Michael Bauwens, Peter Vanbrabant and José Tummers
Even though modern language models are usually trained in neural network infrastructures, like a recurrent neural network (Mikolov, 2012) or a transformer (Radford et al., 2019), the more classical probabilistic n-gram language model is still valuable because of its simple and straightforward nature. As this type of model is easy to interpret, it is often used to explain basic concepts of language modelling (Jurafsky & Martin, 2021). Additionally, this type of language model is a very good option for a data-driven, descriptive and exploratory analysis of a dataset as its bottom-up approach can easily identify sequential patterns typical for the data.
Both for the intrinsic evaluation of these n-gram models and the probability estimation of any given text input, entropy (and its derived perplexity) is commonly used. This measure, based on Shannon (1948), gauges how uncertain an input sequence is according to the probability distribution of the n-gram language model. A lower entropy (regularly expressed in bits) suggests that the sequence is less uncertain because less information is needed for its prediction. This would therefore imply that text sequences with lower entropy are more probable and therefore more typical for a language model – as they are easier to predict.
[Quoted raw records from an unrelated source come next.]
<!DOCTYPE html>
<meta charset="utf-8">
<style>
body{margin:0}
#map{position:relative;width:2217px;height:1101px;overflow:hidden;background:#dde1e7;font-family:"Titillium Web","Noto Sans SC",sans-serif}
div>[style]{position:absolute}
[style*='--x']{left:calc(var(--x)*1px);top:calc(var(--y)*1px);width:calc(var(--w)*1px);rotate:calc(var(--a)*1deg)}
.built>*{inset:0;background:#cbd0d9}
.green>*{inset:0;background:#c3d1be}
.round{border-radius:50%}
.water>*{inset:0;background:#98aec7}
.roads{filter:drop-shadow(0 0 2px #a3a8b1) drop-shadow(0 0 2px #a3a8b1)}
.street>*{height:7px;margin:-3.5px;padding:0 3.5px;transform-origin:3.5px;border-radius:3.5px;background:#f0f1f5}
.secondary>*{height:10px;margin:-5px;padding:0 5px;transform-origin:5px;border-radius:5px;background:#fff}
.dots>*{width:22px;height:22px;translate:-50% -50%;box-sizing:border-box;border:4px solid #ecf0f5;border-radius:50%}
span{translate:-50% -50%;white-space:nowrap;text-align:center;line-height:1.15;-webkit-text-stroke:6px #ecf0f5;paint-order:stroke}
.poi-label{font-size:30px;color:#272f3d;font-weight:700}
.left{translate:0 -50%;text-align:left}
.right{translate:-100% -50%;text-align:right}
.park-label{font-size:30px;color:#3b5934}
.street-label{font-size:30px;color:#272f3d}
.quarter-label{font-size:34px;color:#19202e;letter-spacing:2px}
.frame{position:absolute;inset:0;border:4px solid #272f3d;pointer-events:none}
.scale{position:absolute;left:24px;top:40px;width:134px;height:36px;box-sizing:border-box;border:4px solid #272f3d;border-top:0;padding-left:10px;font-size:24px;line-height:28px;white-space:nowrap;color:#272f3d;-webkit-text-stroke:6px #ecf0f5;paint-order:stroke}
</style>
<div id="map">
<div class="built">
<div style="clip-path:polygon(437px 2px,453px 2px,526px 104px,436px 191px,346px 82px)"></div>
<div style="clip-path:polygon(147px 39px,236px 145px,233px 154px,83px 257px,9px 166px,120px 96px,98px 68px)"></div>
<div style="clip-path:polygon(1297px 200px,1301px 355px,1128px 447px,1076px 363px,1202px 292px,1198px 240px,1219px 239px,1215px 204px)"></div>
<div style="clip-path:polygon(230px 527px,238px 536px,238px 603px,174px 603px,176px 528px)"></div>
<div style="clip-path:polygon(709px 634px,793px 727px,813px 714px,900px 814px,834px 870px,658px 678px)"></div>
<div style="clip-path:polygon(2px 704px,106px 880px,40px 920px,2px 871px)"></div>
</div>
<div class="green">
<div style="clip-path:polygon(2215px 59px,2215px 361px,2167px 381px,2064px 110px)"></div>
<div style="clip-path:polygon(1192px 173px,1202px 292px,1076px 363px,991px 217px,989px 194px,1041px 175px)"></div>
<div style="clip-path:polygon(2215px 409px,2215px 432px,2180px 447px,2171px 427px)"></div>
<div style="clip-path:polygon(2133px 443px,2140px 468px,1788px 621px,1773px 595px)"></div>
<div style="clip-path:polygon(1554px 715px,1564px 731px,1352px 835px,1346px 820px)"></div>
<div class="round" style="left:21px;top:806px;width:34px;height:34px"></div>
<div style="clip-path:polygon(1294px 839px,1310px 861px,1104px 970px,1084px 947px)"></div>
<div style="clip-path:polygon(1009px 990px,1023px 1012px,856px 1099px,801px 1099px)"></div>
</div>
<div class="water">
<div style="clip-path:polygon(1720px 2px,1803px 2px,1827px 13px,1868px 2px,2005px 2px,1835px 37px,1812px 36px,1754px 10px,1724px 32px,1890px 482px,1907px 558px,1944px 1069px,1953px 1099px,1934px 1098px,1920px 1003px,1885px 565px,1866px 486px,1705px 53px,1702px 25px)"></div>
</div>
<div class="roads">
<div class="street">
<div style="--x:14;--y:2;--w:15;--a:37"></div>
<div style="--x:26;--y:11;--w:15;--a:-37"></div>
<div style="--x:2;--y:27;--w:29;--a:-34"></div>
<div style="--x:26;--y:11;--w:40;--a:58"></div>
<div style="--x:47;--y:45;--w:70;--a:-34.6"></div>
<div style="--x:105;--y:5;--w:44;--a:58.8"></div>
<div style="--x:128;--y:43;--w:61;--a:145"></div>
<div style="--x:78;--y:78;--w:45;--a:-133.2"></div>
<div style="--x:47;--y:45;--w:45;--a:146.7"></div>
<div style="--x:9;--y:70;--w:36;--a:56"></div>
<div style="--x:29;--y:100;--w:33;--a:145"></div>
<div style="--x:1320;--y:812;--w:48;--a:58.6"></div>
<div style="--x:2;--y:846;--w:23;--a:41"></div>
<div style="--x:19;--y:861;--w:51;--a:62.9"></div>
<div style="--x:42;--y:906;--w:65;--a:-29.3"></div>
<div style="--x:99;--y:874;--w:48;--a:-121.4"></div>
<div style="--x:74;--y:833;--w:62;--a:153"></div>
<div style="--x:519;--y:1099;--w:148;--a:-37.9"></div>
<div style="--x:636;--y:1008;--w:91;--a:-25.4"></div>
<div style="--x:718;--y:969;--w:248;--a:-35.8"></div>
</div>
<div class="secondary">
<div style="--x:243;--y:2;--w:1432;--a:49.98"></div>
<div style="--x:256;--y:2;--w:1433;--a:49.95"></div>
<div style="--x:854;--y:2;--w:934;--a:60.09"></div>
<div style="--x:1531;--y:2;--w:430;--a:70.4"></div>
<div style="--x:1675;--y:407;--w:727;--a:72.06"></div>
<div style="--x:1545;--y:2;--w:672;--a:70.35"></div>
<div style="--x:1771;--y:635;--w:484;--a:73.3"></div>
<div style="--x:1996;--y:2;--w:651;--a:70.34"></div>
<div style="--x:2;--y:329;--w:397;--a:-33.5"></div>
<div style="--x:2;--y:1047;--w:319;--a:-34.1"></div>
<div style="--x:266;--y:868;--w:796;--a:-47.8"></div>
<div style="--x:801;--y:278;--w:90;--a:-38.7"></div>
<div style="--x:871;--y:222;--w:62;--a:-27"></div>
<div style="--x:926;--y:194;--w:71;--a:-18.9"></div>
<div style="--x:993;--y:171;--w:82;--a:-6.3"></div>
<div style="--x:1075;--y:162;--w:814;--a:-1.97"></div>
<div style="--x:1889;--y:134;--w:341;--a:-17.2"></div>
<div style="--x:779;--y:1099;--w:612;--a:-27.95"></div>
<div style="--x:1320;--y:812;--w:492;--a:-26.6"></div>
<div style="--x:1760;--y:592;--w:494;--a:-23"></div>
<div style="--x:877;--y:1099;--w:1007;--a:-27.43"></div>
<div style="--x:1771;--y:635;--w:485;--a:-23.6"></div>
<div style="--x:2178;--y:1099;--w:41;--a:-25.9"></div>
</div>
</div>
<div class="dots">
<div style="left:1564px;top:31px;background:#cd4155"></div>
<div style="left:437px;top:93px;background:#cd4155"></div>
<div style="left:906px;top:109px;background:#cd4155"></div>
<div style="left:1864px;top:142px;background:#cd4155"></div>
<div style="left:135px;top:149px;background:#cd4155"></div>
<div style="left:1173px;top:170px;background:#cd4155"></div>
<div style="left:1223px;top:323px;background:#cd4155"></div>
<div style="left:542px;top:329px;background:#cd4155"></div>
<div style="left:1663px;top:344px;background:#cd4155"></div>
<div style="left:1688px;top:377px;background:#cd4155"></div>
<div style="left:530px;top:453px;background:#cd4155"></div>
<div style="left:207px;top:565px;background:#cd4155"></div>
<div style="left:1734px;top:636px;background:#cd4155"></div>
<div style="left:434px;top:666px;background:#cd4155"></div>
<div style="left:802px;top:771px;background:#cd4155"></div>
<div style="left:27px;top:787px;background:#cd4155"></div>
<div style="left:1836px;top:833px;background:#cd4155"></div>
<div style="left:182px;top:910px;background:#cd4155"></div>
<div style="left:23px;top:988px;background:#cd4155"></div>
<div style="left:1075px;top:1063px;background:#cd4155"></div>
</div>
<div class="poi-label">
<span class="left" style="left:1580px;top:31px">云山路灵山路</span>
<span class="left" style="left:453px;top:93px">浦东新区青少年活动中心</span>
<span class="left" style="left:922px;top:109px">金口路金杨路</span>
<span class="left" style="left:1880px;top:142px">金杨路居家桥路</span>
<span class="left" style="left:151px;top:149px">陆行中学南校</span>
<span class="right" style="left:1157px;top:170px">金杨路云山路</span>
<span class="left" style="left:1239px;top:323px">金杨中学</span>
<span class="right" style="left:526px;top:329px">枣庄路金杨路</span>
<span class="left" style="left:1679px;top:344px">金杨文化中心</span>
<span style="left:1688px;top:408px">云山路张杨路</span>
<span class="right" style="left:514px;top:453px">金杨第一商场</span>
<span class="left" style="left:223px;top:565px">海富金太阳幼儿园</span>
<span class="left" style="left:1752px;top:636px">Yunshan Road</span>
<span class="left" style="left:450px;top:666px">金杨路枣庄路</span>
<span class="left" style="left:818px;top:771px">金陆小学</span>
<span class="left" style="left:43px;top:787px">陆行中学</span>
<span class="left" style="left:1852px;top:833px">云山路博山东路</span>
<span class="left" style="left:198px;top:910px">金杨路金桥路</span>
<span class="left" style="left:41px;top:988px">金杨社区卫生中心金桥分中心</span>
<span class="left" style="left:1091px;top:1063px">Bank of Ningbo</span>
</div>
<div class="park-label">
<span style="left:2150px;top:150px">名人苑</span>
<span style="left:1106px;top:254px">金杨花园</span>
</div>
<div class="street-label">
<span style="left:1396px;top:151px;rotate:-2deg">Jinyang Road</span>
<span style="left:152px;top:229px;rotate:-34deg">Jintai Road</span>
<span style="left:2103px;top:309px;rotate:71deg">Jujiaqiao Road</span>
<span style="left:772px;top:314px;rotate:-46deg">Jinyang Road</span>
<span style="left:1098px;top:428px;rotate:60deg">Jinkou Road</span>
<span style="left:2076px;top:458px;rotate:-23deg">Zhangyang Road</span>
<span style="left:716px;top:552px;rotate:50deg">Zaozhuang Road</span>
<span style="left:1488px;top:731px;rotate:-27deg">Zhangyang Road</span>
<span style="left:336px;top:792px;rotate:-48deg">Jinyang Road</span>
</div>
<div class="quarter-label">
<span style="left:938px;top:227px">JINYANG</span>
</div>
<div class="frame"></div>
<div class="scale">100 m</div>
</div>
A practical application of this measure is to indicate how typical a subset of data is with regard to the entire dataset. For example, one could measure how probable a paragraph is, according to the language model of an entire book. The more probable the paragraph, the more representative it is for the rest of the book. When using the original Shannon entropy, however, this does not always hold true and can produce deceiving, yet correct, probability estimations. Two main properties of this estimation play a role in this unexpected output: (i) the logical influence of text sequence length on probability estimation, and (ii) a possibly unwanted impact of disproportionally high probabilities in language models with lower n-gram counts. While this first property is not unknown, the second one is often overlooked, as it is an issue that occurs mainly in smaller datasets. Instead of applying the Shannon entropy measure ‘as is’, an adapted version is required to compensate for these limitations and achieve the previously mentioned goal of identifying text sequences typical for the model.
Within this contribution, the aim is to closely examine entropy and present a clear and practical overview of the assumptions of entropy, its possible limitations, and ways in which the measure can be adapted to compensate for these possible limitations.
References:
Jurafsky, D., & Martin, J. (2021). Speech and Language Processing: An Introduction to Natural Language Processing, Computational Linguistics, and Speech Recognition.
Mikolov, T. (2012). Statistical Language Models Based on Neural Networks [PhD Thesis, Brno University of Technology].
Radford, A., Wu, J., Child, R., Luan, D., Amodei, D., & Sutskever, I. (2019). Language Models are Unsupervised Multitask Learners. 24.
Shannon, C. E. (1948). A mathematical theory of communication. The Bell System Technical Journal, 27(3), 379–423.